Results: 45/67 patients (67.2%) presented heterozygous SNV in HNF1-β (88.9% missense, 6.7% frameshift, 4.4% nonsense), 46.6% classified as VUS and 26.7% as probably pathogenic or pathogenic. 22/67 patients (32.8%) presented a heterozygous deletion in 17q12 including all HNF1-β exons. 13 variants were de novo, of which, 69.2% were 17q12 deletions. In the group with HNF1-β SNVs, diabetes mellitus (DM) was predominant (62.2%, 28/45 patients), with mean diabetic debut at 32.8 years (11-59 yrs), mean current HbA1c 7.2±0.9%; 20/28 (74%) had microvascular (17/20 nephropathy, 5/20 retinopathy, 3/20 neuropathy), and 4/28 (14.8%) macrovascular (3/4 ischemic heart disease, 1/4 peripheral arterial disease) complications. 18/28 (66.6%) are on insulin therapy (50% in combination with other hypoglycemic agents- OHAs). Normoglycemia and prediabetes were present in 22.2% and 15.6%, respectively. In 17q12 recurrent deletion syndrome (17q12RDS) cases, normoglycemia predominated (45.4%, 10/22), followed by prediabetes (36.4%, 8/22) and DM (18.2%, 4/22), with mean diabetic debut at 32.9 years (12-33 yrs), mean current HbA1c 6.9±0.7%, 1 patient presented microvascular complications (retinopathy and nephropathy), everyone under insulin therapy (75% in combination with OHAs). Among the prediabetes cases, there was 1 case with transient neonatal DM. In both groups, the most frequent comorbidities were urinary abnormalities (73.2% vs 100% mostly with neonatal diagnosis) and liver disease (56.1% vs. 59.1%). In the group with SNV, hyperuricemia/gout (32.5%), hypomagnesemia (30.8%) and pancreatic atrophy/agenesis (29.3%) stood out. In the group with 17q12RDS, hypomagnesemia (70%), neuropsychiatric disorders (36.4%), and genital abnormalities (22.7%) were the most frequent findings.
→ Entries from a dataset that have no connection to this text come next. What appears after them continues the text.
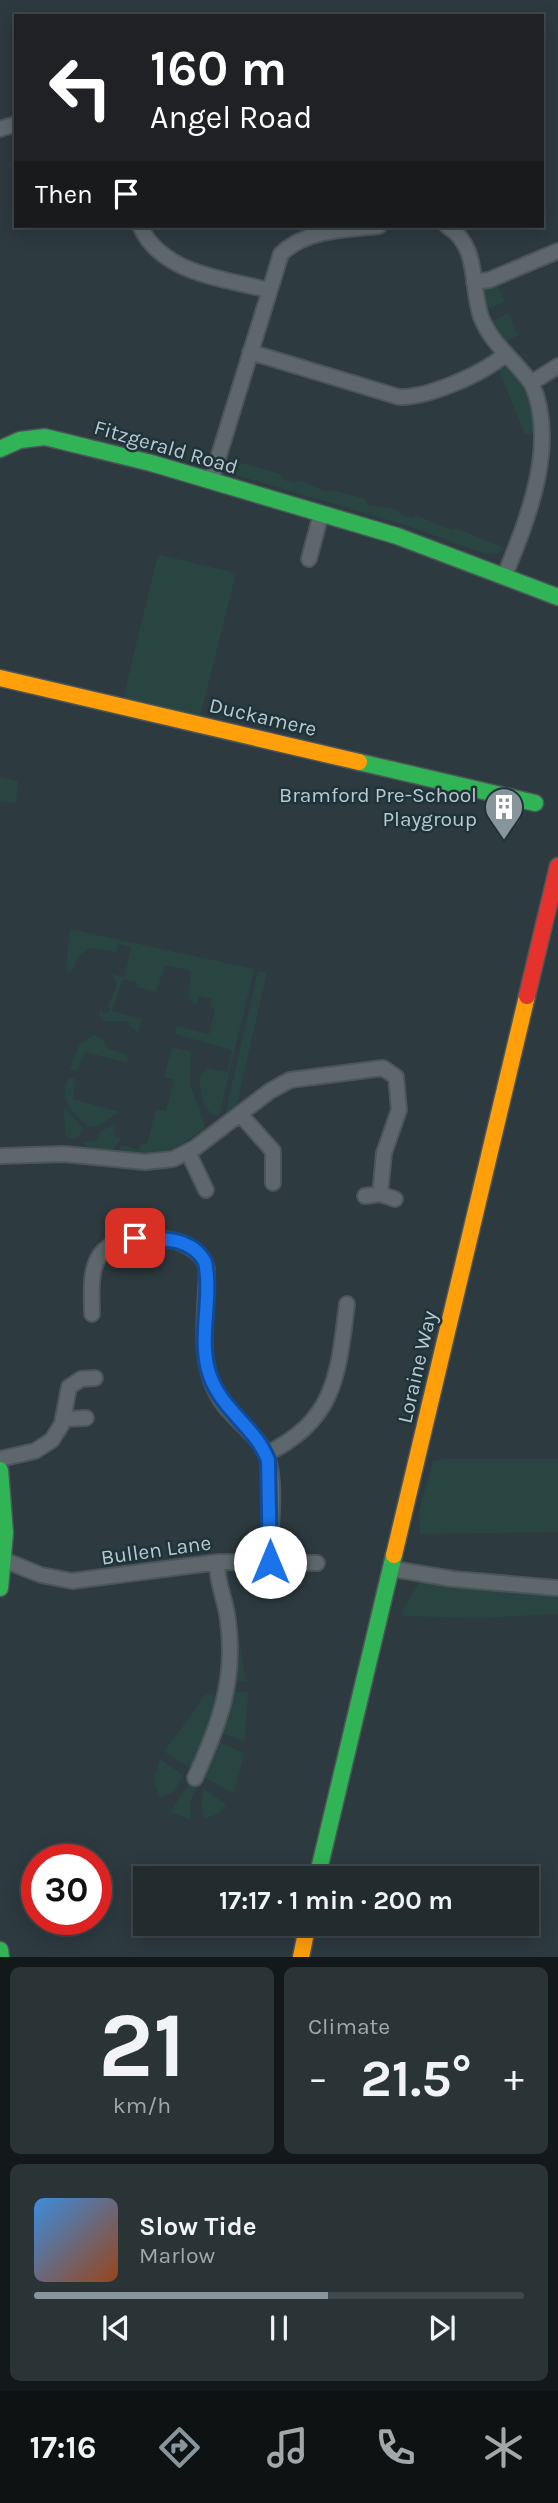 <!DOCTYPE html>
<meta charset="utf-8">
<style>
:root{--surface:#222c2f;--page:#2a3437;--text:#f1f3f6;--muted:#a2a7aa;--line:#3f484b;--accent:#88969c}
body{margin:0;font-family:Karla,sans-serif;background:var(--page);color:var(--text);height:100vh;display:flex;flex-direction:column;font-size:26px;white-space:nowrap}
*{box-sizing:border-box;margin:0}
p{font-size:23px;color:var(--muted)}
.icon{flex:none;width:38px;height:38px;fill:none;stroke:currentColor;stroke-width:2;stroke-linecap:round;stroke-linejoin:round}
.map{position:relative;height:1957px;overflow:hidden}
.details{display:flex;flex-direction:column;gap:10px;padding:10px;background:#13181a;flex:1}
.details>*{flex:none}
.hud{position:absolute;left:14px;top:14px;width:530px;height:214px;border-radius:0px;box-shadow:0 4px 18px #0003,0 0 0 2px var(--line);background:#202124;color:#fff;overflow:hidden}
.speed{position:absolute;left:21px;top:1844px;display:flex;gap:14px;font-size:35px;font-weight:700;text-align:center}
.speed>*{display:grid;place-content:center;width:91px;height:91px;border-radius:50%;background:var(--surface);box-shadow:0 4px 18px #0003,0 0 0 2px var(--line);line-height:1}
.speed .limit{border:10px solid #d22;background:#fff;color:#111}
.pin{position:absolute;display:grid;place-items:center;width:60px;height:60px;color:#fff;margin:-30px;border-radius:14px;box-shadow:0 4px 10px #0006}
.me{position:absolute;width:77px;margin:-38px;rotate:0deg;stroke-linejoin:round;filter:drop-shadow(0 0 5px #0008)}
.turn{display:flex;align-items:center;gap:24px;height:147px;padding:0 21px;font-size:32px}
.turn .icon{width:91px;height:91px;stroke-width:2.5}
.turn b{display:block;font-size:49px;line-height:60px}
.then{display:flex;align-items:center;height:66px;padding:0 21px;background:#0003;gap:14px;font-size:26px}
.big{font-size:52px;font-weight:700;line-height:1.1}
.details .card{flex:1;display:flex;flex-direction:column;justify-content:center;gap:10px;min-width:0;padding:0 24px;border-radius:10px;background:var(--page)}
.details .dial{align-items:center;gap:0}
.dial b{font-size:91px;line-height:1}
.song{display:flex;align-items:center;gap:21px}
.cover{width:84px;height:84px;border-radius:10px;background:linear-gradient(135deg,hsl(210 70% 55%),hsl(20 70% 35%))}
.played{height:7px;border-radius:4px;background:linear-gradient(90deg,var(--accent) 60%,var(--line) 60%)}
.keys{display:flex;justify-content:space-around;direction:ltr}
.heat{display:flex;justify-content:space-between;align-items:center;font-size:38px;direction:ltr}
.details .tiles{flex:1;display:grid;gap:10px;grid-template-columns:1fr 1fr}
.card:last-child{grid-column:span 2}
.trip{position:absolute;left:133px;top:1866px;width:406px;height:70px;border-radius:0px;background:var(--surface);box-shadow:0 4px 18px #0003,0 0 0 2px var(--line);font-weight:700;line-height:70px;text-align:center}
.menu{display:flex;height:112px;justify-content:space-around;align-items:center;background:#0e1213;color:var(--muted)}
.menu .icon{width:49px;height:49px}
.menu .current{color:var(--accent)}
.menu b{font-size:32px;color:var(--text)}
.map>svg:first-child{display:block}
</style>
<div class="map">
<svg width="558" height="1957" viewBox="0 0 558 1957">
<rect width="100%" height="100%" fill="#2d3a3f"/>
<!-- green -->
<path fill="#294541" d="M496,281L505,302L485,310L481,288Z
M509,313L518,335L504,343L490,322Z
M505,367L526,385L543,431L525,435L498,368Z
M227,459L281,474L284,480L295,483L301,480L326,492L332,490L365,499L368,505L397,509L400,514L412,518L416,515L452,530L456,528L505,548L497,554H485L405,525L236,475L229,470Z
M158,554L236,573L200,717L123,698Z
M0,777L18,781L16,803L0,802Z
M70,929L254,969L219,1116L212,1115L202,1101L199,1077L208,1068L227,1072L232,1050L175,1034L177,1026L209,1034L215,1008L210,1007L212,999L199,996L196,1006L188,997L191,971L165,965L156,992L137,987V982L123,979L112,1011L142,1019L138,1034L127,1021H104L99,1015L100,1009L106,1014L111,1009L108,1007L117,984L111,974L124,977L131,947L119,944L116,952L89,948L77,958L72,972L66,971Z
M258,971L267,973L237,1104L225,1114Z
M94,1035L101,1038L109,1049L127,1054L128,1063L85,1052L78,1071L70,1069L79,1045Z
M172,1047L191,1052L190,1084L205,1127C184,1148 148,1161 119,1151L121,1145L139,1150L141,1143L147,1144L156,1109L166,1111L174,1080L164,1077Z
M69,1078L76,1079L73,1099L120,1112L98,1126H88C74,1114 56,1098 69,1078Z
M64,1107L84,1130L74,1140L65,1136Z
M117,1122L114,1136L121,1138L114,1150L87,1147L81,1142L98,1141L100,1132Z
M443,1459H558V1532L420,1534L419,1511L433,1461Z
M421,1580L558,1597V1614L478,1618L402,1616L404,1606Z
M237,1625L246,1682L233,1680V1627Z
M232,1691L248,1693L245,1741L221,1733Z
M206,1694H223L193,1770L164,1752Z
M217,1741L244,1753L234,1794L202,1776Z
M160,1759L183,1775L174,1792L159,1798L154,1779Z
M191,1780L197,1784L190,1803L191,1820L170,1812Z
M203,1788L227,1805L219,1813L204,1819L201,1802Z"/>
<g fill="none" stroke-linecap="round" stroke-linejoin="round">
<defs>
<path id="street" d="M0,129L16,124
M140,226C162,274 222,278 268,290
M447,226C480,246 470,285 481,317C492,345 515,360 532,384C558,444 528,518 505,575
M474,282L489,280L558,251
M250,352L399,397C427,398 483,374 504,355
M531,383L558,366
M211,481L281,254C305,229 347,230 379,226
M309,559L321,514
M511,818L516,799
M240,1114L273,1151V1183
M188,1152L206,1190
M0,1156L64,1154L145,1162L173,1159L195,1148L270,1091L290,1080L383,1068L396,1077L399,1110L384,1153L380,1194
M365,1196L380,1194L395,1199
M92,1314C92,1296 89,1271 100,1255C119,1227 199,1232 207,1269C206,1313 195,1367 224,1405C238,1423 261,1438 268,1459C277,1487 269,1532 270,1562
M64,1419L86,1418
M266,1454C336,1420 338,1375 347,1304
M0,1459L35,1451L52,1440L62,1424L69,1387L81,1379L95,1378
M4,1560L41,1575L72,1581L219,1562L317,1563
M393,1569L453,1579L558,1588
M195,1778C219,1725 236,1681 228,1621C226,1601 217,1584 217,1563"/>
<path id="fast" d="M0,449L20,440L45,437L151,463L397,536L558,597
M359,762L535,803
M0,1470L5,1533L0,1588
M317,1878L394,1555
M0,1950L1,1957"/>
<path id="slow" d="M0,678L359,762
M394,1555L527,996
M301,1957L308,1923"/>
<path id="jam" d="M527,996L558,866"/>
</defs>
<!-- street casing -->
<use href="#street" stroke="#4c5559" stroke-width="18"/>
<!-- fast casing -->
<use href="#fast" stroke="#4c5559" stroke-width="19"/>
<!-- slow casing -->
<use href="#slow" stroke="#4c5559" stroke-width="19"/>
<!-- jam casing -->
<use href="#jam" stroke="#4c5559" stroke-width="19"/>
<!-- street -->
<use href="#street" stroke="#5e686c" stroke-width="14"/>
<!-- fast -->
<use href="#fast" stroke="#30b455" stroke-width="16"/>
<!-- slow -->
<use href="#slow" stroke="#ff9f0a" stroke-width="16"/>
<!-- jam -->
<use href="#jam" stroke="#e5322d" stroke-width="16"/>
</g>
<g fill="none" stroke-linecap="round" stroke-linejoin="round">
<defs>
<path id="route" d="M135,1238C160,1239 191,1236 205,1262C213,1299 197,1339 210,1376C222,1410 256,1428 268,1460L270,1562"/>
</defs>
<!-- route casing -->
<use href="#route" stroke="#114b97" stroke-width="18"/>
<!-- route -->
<use href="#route" stroke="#1a73e8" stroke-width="12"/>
</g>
<!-- icons -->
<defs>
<symbol id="building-pin" viewBox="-11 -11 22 30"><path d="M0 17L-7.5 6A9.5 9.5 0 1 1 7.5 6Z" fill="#88969c" stroke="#1f333b"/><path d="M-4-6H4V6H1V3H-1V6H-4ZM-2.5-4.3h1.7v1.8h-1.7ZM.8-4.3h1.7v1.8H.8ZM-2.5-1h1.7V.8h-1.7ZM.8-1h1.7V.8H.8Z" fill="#fff"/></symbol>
</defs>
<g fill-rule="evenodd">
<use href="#building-pin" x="482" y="785" width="44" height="60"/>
</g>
<g text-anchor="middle" stroke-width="5" stroke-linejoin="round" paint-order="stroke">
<!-- street labels -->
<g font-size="21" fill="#b9c8ce" stroke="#1f333b">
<text transform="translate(166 447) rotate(16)" y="7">Fitzgerald Road</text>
<text transform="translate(263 717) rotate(13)" y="7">Duckamere</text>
<text transform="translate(417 1367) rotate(-77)" y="7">Loraine Way</text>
<text transform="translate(156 1550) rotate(-8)" y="7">Bullen Lane</text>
</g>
<!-- poi labels -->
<g font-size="21" fill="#b9c8ce" stroke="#1f333b" text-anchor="end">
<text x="477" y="802">Bramford Pre-School<tspan x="477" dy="24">Playgroup</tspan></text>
</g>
</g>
</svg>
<div class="speed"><div class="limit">30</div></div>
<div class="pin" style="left:135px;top:1238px;background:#d93025"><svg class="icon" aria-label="arrive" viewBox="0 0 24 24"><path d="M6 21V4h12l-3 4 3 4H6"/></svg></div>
<svg class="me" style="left:270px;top:1562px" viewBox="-20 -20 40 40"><circle r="19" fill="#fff"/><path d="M0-13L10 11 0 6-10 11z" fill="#1a73e8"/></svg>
<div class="trip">17:17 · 1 min · 200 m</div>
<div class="hud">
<div class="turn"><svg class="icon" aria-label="left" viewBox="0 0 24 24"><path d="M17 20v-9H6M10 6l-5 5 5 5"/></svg><div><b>160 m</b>Angel Road</div></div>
<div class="then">Then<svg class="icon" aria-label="arrive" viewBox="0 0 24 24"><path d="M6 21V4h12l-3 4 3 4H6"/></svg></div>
</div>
</div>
<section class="details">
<div class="tiles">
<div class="card dial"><b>21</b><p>km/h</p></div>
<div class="card"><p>Climate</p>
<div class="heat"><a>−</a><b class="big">21.5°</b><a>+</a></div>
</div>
<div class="card">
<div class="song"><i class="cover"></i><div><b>Slow Tide</b><p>Marlow</p></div></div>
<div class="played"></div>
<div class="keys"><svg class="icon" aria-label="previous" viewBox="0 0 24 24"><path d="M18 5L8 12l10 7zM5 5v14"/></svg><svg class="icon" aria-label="pause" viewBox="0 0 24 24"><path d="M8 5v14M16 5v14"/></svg><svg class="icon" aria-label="next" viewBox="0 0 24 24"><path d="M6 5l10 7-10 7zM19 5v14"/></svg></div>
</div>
</div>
</section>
<nav class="menu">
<b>17:16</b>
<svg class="icon current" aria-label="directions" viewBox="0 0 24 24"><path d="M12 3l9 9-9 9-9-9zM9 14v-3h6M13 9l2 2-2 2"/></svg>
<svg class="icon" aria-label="music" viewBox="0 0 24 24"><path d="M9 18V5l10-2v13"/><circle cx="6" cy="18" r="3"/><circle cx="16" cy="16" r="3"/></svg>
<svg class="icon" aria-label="phone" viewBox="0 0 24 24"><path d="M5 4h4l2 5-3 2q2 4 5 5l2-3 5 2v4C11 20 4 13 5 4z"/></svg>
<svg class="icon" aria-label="climate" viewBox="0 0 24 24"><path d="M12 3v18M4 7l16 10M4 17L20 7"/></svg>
</nav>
Conclusions: The clinical expression of HNF1-β-associated disease is highly variable, even within families, requiring a specialized multidisciplinary approach. Sporadic cases are frequent, especially in 17q12RDS, in which neonatally diagnosed genitourinary abnormalities, hepatopathy, hypomagnesemia and neuropsychiatric alterations predominate. Most cases with SNVs develop mainly insulin-dependent DM due to advanced nephropathy and pancreatic dysgenesis.